Union Pacific Corp. on May 8 announced plans to immediately close Cold Connect, which moves refrigerated products by rail from truck-to-train loading centers in Wallula, Wash., and Delano, Calif., to the railroad’s warehouse in Rotterdam, N.Y.
The closure — attributed to COVID-19 impacts — affects the Northwest onion industry, particularly shippers in southeast Washington and northeast Oregon. The Wallula facility also received a few onion shipments from the southwest Idaho-southeast Oregon growing region.
The onion industry is dealing with low prices and volumes, largely due to the shutdown of restaurants and other foodservice clients amid coronavirus concerns.
Union Pacific on May 8 notified employees that Cold Connect “will permanently close, and most Cold Connect-related positions have been eliminated,” the company said in a statement. The railroad said it would stop accepting inbound orders after May 8, but “our intention is to deliver on all product in transit until it meets its final destination. A reduced staff will temporarily remain in position to execute these final commitments.”
Union Pacific spokesman Tim McMahan declined to comment.
The company’s statement said the decision “was not made lightly. Since acquiring the Railex assets in 2017, employees diligently worked to grow volumes and create a platform for the future; however, with COVID-19 impacting volume and truck prices, it is no longer sustainable to continue operations.”
Cold Connect is a Loup Logistics service. Loup was formed through a merger of four UP subsidiaries.
“We send onions back to the Northeast,” said Jason Walker, general manager at Bybee Produce in Prosser, Wash. “That was a really good option for transportation. It’s going to have a negative impact on our industry with that closing.”
He declined to say how much volume Bybee Produce shipped via the rail facility in Wallula. “I would say we used Cold Connect on a weekly basis, and now that is all going to have to get shifted to other transportation.”
Most of Bybee’s onion shipments likely will switch to truck, since the company does not have rail-loading access at its own facility or nearby, Walker said.

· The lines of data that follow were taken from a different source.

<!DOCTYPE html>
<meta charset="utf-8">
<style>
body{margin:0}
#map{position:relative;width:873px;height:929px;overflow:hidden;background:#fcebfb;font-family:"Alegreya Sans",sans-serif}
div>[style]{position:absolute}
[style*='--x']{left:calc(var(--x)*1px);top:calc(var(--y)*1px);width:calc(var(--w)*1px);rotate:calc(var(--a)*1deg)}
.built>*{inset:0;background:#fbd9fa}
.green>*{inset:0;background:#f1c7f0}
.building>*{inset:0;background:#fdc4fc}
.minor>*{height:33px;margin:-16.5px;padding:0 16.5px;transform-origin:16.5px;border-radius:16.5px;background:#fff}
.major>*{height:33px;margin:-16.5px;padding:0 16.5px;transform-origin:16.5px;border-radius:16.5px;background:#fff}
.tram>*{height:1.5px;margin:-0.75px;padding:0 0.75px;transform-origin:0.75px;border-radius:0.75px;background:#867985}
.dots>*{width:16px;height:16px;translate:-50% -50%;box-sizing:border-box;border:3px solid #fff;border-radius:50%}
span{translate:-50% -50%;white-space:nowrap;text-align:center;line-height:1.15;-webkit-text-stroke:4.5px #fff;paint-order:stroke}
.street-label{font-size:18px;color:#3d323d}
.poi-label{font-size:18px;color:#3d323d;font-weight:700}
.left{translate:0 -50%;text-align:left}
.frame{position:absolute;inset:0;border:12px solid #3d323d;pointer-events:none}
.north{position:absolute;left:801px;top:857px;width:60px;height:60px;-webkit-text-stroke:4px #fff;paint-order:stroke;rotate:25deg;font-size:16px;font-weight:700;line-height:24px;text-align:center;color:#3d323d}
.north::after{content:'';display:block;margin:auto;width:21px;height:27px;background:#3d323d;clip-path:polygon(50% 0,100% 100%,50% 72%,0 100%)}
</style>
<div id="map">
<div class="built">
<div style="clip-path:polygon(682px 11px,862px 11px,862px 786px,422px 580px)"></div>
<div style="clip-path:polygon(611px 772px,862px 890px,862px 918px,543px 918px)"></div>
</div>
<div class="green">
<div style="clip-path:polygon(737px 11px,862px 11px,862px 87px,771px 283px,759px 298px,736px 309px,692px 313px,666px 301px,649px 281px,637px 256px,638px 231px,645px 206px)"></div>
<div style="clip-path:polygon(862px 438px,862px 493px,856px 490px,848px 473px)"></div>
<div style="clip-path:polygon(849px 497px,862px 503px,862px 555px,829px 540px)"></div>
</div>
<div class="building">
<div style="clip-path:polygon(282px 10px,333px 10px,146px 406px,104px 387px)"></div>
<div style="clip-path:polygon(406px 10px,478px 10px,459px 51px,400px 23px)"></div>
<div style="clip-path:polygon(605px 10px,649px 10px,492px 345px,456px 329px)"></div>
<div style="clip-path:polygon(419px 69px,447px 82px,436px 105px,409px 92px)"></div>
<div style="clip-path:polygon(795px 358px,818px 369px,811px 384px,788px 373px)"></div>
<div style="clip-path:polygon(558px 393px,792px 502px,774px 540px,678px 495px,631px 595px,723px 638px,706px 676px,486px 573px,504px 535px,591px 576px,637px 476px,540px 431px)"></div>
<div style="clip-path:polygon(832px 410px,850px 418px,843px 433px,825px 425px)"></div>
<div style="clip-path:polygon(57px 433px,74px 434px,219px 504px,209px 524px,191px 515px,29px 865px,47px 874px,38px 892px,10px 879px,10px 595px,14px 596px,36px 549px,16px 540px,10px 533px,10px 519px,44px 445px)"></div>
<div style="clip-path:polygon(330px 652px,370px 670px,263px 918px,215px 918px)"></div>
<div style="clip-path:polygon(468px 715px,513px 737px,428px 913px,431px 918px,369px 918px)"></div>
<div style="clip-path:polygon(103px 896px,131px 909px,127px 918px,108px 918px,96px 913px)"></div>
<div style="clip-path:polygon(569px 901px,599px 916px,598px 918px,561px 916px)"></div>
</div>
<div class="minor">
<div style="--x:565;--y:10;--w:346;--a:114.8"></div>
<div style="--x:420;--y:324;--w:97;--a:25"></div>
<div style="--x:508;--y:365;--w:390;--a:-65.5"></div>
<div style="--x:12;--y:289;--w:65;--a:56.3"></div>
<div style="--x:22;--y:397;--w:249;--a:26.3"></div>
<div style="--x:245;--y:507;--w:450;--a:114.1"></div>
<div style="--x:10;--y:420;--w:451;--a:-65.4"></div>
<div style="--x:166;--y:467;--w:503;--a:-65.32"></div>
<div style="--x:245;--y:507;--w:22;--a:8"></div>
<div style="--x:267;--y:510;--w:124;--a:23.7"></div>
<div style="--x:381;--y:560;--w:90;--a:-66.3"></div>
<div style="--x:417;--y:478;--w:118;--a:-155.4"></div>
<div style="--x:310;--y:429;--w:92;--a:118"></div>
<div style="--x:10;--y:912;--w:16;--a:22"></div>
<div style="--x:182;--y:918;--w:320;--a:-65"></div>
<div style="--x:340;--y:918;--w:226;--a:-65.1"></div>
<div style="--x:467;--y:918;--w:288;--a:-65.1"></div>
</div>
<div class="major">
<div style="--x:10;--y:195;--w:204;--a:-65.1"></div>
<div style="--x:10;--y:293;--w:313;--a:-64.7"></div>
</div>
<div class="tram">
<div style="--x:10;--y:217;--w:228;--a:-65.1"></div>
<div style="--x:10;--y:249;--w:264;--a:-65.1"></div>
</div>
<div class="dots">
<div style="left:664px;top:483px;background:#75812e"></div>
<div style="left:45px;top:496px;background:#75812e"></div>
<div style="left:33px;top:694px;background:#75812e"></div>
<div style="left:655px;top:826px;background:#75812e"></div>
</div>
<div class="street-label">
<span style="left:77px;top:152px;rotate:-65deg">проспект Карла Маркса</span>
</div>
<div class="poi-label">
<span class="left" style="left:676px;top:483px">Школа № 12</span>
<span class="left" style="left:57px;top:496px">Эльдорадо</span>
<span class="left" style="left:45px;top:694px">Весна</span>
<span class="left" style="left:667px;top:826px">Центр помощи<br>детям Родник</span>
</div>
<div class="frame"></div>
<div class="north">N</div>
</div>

Grant Kitamura, a partner in Baker & Murakami Produce in Ontario, Ore., near the Idaho border, said few local onion shipments went to Wallula because it was too expensive by the time they were trucked 200-plus miles to the northwest and then sent east by train. Cold Connect handled a few southwest Idaho-southeast Oregon shipments, mainly at customers’ request.
The facility gave a freight advantage to Washington and northeast Oregon onion shippers, “and now we are back on a more even playing field,” Kitamura said.

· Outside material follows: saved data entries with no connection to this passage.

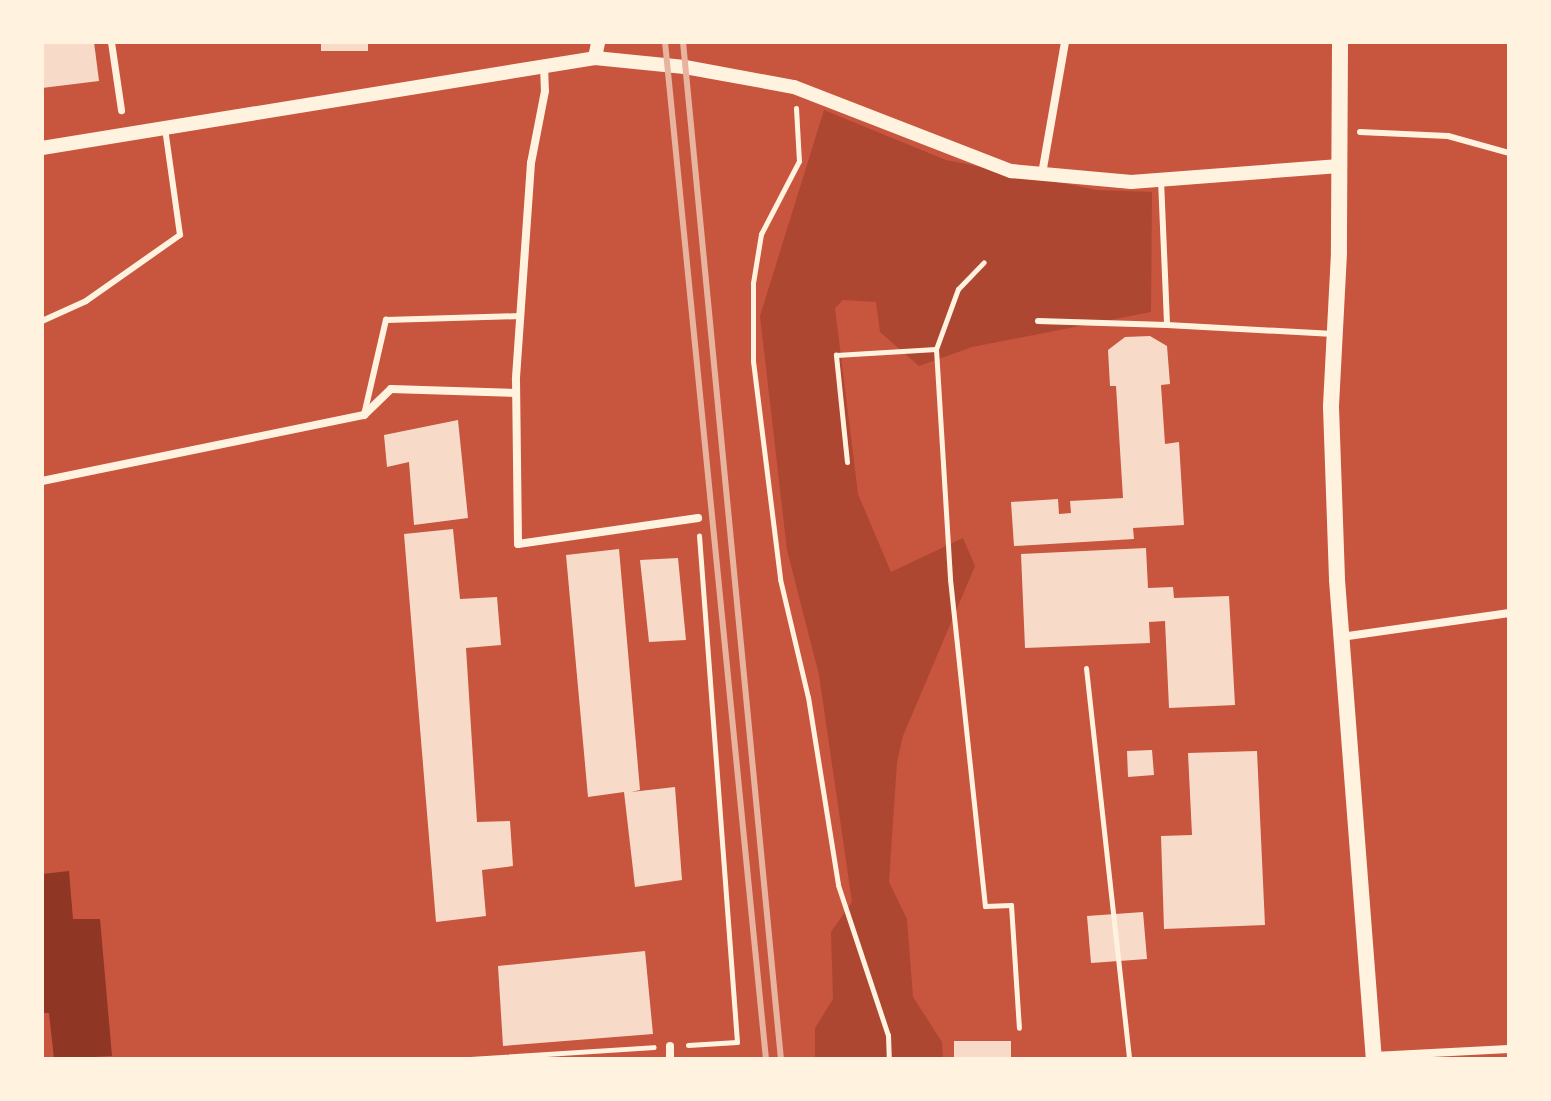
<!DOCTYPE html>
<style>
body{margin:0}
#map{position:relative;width:1551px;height:1101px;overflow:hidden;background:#c8553d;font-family:"Times New Roman",serif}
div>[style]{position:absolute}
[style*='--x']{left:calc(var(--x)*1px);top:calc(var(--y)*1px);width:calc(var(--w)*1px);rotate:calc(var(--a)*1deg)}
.green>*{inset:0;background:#ae4732}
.water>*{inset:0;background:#8f3625}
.building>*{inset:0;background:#f7dbc8}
.path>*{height:5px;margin:-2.5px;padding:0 2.5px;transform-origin:2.5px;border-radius:2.5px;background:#fff3e0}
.service>*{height:6px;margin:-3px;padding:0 3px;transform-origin:3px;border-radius:3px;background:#fff3e0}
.pedestrian>*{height:7px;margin:-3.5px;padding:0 3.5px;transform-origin:3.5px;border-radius:3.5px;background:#fff3e0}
.minor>*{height:8px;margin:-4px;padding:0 4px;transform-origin:4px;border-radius:4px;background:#fff3e0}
.tertiary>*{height:14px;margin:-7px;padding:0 7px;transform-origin:7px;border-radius:7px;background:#fff3e0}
.secondary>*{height:16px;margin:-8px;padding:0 8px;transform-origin:8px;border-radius:8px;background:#fff3e0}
.rail>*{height:6px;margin:-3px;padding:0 3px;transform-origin:3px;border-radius:3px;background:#e9b49f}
span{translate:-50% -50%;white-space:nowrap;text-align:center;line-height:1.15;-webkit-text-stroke:8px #fff3e0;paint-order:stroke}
.frame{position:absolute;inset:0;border:44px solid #fff3e0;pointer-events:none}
</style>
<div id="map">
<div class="green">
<i style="clip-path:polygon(824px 110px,946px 160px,1097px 190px,1152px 192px,1151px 312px,972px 347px,919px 366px,880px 332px,876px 302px,843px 300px,835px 308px,858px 494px,891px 572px,963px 538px,975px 566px,903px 736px,897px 762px,889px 882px,907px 919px,913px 997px,942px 1042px,943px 1059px,815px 1059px,815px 1028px,833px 999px,831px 932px,852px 902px,819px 675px,787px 550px,760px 316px)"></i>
</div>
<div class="water">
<i style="clip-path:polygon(69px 871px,73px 919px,100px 919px,112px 1056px,54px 1059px,49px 1013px,42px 1013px,42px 874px)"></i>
</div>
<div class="building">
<i style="clip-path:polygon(42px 42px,94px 42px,99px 81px,42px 88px)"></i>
<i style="clip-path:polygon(321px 42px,368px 42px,368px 51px,321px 51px)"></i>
<i style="clip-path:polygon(1150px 336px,1167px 346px,1170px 384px,1161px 385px,1165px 444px,1179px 442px,1184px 525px,1133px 528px,1134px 539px,1014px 546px,1011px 502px,1058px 499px,1059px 514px,1071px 513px,1070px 501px,1123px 498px,1116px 386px,1110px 386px,1108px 350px,1125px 337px)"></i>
<i style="clip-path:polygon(458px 420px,468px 518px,414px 525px,409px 462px,387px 467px,384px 435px)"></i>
<i style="clip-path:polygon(453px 529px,460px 599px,497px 597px,501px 645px,466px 648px,477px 822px,510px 821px,513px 866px,482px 870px,486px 916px,436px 922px,404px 534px)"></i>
<i style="clip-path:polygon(1146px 548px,1148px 588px,1173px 587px,1174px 598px,1229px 596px,1235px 705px,1169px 708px,1165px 621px,1149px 622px,1150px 643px,1025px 648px,1021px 554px)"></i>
<i style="clip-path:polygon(619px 549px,640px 790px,631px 792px,675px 787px,682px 880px,635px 887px,624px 792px,588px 797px,566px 555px)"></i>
<i style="clip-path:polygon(678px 558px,686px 640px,649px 642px,640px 560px)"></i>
<i style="clip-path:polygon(1152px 750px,1154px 775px,1128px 777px,1127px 751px)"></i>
<i style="clip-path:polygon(1257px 751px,1265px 925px,1164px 929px,1161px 836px,1192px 835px,1188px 753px)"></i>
<i style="clip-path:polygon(1143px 912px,1147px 959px,1091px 963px,1087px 916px)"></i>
<i style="clip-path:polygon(645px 951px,653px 1034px,503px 1046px,498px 966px)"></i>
<i style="clip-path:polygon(954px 1041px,1011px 1041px,1011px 1059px,954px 1059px)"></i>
</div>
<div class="path">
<i style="--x:796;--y:108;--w:53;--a:86.8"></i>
<i style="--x:799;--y:161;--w:82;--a:117.5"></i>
<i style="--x:761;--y:234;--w:50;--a:99.3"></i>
<i style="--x:753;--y:283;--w:78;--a:90"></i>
<i style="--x:753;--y:361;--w:220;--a:82.9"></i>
<i style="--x:780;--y:579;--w:121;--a:76.7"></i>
<i style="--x:808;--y:697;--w:190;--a:80.9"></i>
<i style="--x:838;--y:885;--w:158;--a:71.6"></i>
<i style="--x:888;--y:1035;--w:24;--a:88"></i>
<i style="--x:936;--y:349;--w:64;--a:-69.9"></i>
<i style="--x:958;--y:289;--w:37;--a:-46"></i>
<i style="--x:847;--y:462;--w:108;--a:-95.9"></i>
<i style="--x:836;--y:355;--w:100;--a:-3.4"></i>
<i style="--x:936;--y:349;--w:230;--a:86.5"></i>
<i style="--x:950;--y:579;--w:329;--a:83.9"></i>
<i style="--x:985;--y:906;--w:26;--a:-2"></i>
<i style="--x:1011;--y:905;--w:123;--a:86.3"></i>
<i style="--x:1086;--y:668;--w:393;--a:83.7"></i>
<i style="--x:688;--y:1045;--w:49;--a:-3.5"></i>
<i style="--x:737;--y:1042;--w:508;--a:-94.29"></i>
<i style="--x:470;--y:1059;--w:184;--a:-3.7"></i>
</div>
<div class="service">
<i style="--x:1360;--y:132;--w:88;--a:2.6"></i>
<i style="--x:1448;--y:136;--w:63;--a:15.6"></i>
<i style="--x:1161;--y:180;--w:145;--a:87.6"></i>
<i style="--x:1167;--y:325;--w:167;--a:3.1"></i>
<i style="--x:42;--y:321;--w:48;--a:-24.4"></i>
<i style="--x:86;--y:301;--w:115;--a:-35.1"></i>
<i style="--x:180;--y:235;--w:108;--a:-98"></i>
<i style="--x:1038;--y:321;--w:129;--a:1.8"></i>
<i style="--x:364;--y:415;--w:98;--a:-77"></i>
<i style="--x:386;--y:320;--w:134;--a:-1.7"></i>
</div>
<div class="pedestrian">
<i style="--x:111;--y:42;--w:69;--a:81.6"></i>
</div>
<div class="minor">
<i style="--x:544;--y:65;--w:26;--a:88"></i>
<i style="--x:545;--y:91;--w:73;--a:101"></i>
<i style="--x:531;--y:163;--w:217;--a:94"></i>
<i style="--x:516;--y:379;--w:165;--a:89.3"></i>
<i style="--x:518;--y:544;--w:182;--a:-8.2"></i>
<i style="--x:1042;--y:174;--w:134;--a:-80.1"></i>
<i style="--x:42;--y:481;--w:329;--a:-11.6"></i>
<i style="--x:364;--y:415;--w:37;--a:-44"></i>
<i style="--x:391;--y:389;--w:124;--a:1.8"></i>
<i style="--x:1341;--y:637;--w:170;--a:-8.1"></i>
<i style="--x:670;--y:1046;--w:13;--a:90"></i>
<i style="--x:1374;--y:1056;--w:135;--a:-3"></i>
</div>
<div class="tertiary">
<i style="--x:595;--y:58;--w:16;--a:-79"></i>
<i style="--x:42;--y:148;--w:560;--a:-9.24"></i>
<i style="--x:595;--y:58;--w:90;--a:5.7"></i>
<i style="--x:685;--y:67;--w:111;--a:10.4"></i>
<i style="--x:794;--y:87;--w:233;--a:21.2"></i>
<i style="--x:1011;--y:171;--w:121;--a:5.2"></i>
<i style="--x:1131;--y:182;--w:209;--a:-4.4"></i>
</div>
<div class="secondary">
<i style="--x:1340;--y:42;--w:211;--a:90.3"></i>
<i style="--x:1339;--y:253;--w:154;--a:93"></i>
<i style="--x:1331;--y:407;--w:173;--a:88"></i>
<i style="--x:1337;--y:580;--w:480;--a:85.6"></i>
</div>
<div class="rail">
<i style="--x:665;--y:42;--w:1022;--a:84.33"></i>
<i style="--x:683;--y:42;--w:1022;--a:84.5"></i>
</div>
<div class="frame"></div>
</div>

But since onion shippers in southeast Washington and northeast Oregon will use more trucks in the absence of Cold Connect rail service, “that could put pressure on truck supplies — a negative for both regions,” he said. “It all remains to be seen.”
Kitamura is president of Malheur County Development Corp., which is overseeing plans to build a Treasure Valley Reload Center. The facility would be used to ship onions and other commodities east via Union Pacific.
He said the TVRC could open as soon as the fall of 2021. The opening schedule is subject to when meetings can be scheduled, additional approvals from Oregon transportation officials, and feasibility-related negotiations with Union Pacific, a third-party operating company and Treasure Valley Onion Shippers LLC, which includes 15 onion shippers.
“While we don’t like to see any economic loss to our agricultural partners, this does create a tremendous opportunity for the Treasure Valley Reload facility,” said Greg Smith, the development corporation’s officer to the board.
For example, he said its service would open additional markets in the South, the Midwest and on the East Coast.